If we consider this story from that angle, it makes perfect sense why they would do what they did. After all, what good is such a token if they don't actually seem all that much different from you? How can you make those pesky marginalized people believe that you're "one of the good ones", if you can't get at least one of them to vouch for you? This company was looking for the corporate equivalent of a "best friend who's black".

Your "black friend" is only useful if they make it so that you don't have to do any real work to prove that you care about the lives, concerns, and interests of those other(ed) folks. Your "black friend" gives, or at least lends, you street cred. So, if you say or do something that makes marginalized people question your motives, then your token can help put things in the "proper" perspective...while you hide out in the corner, until things feel safe again.

Evidently, Betteridge didn't have enough indigenous street cred to satisfy this company's desire for a "black friend". However, in their mind, she's the one who's to blame, because she didn't figure out that they weren't really looking for someone to pass out flyers. They were looking for an actor, someone to play a role. When you're looking for an actor, it's perfectly acceptable to use looks as a criteria.

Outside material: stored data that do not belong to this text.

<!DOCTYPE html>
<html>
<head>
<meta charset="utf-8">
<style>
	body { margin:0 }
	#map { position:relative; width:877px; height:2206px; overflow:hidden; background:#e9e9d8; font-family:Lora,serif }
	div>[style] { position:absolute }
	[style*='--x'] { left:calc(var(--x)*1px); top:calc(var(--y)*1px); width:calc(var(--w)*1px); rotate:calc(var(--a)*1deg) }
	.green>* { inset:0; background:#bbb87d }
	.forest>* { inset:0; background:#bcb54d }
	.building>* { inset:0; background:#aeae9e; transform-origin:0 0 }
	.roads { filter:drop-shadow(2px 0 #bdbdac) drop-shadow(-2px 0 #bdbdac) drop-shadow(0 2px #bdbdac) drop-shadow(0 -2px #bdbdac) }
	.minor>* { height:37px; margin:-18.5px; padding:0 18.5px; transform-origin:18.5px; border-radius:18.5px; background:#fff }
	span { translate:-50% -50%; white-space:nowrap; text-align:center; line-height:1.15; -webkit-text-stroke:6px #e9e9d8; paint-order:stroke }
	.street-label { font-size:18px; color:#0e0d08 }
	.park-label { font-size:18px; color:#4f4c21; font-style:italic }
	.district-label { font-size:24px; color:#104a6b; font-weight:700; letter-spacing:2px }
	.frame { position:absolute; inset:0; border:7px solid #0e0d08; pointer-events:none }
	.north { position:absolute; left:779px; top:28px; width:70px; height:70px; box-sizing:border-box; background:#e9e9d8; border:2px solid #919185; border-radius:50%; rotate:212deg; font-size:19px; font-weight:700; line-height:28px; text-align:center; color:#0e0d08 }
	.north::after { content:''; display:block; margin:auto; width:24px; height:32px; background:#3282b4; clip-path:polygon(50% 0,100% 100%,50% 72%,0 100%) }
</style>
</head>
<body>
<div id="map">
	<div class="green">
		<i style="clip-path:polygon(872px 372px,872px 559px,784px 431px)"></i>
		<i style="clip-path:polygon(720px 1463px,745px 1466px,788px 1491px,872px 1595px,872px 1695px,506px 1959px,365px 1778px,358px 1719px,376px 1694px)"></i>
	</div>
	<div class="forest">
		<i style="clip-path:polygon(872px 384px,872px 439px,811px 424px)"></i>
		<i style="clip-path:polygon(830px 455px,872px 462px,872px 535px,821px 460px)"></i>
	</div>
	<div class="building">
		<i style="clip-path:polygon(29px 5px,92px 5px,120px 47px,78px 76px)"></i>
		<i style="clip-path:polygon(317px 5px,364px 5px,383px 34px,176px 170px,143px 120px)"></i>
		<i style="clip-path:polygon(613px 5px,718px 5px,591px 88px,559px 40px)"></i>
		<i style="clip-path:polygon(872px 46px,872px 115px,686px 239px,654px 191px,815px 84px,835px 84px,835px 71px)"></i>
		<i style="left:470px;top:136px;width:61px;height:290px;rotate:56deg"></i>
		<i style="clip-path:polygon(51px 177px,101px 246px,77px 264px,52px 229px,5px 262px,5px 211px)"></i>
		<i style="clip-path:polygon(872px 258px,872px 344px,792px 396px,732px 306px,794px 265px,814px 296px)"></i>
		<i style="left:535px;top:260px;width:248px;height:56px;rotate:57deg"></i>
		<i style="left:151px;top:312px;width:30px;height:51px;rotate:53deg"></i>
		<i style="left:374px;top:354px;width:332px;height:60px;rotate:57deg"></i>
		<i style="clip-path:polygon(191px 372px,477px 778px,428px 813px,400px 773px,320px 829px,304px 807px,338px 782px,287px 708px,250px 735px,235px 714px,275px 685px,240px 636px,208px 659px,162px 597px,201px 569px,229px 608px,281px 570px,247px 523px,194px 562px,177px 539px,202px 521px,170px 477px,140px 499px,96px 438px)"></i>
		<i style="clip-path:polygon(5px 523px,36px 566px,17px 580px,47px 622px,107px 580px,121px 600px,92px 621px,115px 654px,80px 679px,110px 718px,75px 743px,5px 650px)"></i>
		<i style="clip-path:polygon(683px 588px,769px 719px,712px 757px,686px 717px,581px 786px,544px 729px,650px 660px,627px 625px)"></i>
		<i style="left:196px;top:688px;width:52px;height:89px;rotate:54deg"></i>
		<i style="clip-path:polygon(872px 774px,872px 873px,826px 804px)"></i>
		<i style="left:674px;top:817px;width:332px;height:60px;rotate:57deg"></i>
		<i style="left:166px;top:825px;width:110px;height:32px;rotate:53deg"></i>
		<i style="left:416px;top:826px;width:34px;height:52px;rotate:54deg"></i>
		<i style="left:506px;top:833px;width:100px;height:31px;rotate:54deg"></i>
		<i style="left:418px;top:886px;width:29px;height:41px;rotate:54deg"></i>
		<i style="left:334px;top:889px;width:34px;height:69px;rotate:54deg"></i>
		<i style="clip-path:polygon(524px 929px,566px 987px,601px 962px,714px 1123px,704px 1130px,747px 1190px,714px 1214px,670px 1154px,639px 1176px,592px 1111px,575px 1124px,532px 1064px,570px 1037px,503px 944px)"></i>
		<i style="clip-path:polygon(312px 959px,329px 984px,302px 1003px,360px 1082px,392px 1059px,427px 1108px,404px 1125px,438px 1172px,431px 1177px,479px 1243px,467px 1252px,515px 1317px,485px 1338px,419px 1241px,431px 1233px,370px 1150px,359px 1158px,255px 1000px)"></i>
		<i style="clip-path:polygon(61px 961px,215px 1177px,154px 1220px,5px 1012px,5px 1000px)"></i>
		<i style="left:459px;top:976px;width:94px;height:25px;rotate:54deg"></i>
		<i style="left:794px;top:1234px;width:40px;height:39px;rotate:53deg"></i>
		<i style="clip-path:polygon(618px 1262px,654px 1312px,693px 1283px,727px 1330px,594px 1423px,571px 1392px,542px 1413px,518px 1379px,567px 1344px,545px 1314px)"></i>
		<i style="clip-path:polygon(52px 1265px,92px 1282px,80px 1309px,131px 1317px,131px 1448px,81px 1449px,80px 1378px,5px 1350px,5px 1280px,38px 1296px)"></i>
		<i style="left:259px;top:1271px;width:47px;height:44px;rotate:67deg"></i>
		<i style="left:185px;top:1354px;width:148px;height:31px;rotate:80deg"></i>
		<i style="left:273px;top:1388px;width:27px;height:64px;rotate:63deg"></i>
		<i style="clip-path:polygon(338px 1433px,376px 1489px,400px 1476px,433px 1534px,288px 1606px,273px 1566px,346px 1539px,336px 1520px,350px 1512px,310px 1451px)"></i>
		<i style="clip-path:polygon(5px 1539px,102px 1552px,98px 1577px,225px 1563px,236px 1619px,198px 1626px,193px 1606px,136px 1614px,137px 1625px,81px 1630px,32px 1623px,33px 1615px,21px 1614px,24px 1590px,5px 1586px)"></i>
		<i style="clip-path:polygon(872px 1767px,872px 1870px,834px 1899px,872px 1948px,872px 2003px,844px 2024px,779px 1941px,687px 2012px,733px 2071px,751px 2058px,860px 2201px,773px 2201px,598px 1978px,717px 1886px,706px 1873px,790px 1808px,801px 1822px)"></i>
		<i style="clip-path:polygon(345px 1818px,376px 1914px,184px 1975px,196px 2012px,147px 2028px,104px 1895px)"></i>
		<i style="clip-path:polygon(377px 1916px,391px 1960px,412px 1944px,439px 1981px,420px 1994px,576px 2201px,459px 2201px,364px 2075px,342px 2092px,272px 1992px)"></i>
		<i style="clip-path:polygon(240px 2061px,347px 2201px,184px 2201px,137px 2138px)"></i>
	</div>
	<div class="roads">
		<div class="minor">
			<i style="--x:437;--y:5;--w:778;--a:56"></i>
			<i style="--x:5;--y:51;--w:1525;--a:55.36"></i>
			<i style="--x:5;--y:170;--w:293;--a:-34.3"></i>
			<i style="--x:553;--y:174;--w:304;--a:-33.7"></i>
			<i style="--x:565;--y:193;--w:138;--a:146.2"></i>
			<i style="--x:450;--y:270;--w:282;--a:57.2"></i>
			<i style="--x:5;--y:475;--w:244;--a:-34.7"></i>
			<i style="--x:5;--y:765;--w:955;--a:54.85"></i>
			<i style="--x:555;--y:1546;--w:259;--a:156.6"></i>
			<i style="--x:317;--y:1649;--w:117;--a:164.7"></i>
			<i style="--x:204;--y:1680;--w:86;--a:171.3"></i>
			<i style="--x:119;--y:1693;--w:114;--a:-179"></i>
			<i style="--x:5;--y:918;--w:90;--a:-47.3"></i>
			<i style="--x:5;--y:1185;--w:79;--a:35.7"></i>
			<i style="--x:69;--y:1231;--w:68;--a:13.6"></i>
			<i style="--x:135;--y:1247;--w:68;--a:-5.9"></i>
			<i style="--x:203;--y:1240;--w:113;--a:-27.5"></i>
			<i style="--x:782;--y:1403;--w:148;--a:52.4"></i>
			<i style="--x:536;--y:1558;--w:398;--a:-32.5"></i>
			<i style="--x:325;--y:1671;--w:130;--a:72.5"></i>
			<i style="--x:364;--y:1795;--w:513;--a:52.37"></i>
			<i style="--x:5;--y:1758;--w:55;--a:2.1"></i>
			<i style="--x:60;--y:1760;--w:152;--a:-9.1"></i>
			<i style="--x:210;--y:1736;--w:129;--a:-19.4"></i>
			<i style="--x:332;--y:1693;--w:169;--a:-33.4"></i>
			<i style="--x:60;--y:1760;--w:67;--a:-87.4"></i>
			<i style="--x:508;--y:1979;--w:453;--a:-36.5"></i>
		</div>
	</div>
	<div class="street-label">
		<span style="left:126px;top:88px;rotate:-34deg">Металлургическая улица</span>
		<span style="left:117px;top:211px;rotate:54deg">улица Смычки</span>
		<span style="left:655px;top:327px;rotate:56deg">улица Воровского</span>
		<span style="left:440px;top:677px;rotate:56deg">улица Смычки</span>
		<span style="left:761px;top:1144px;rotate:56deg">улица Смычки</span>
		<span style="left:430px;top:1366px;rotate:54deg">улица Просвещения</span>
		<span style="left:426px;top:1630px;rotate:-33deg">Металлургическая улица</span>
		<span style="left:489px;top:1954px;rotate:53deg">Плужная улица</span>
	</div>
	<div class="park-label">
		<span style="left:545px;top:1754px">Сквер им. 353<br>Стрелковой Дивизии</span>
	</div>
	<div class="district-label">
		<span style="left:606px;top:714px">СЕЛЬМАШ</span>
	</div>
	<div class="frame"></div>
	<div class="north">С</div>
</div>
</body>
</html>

I'd have respected the interviewers a lot more if they had been honest about it and admitted that they just wanted to hire an actor who looks like a stereotypical Australian indigenous person. I mean, marginalized folks gotta eat, too. I'll never judge another indigenous person for filling the role of a token. That way, the non-indigenous folks can actually get what they are looking for and an indigenous person makes some cash that they might truly need bad enough to put up with the kind of b.s. that almost always goes along with being a token.

*By the way, I know that I'm seeing racial identity through my very Americanized eyes. I am not exactly clear about what sort of terminology the indigenous people of Australian tend to use or prefer. Chally's reminder that we should respect those preferences is definitely relevant. If anyone sees some problems with the terms I've used, I hope you'll let me know so that I can fix things.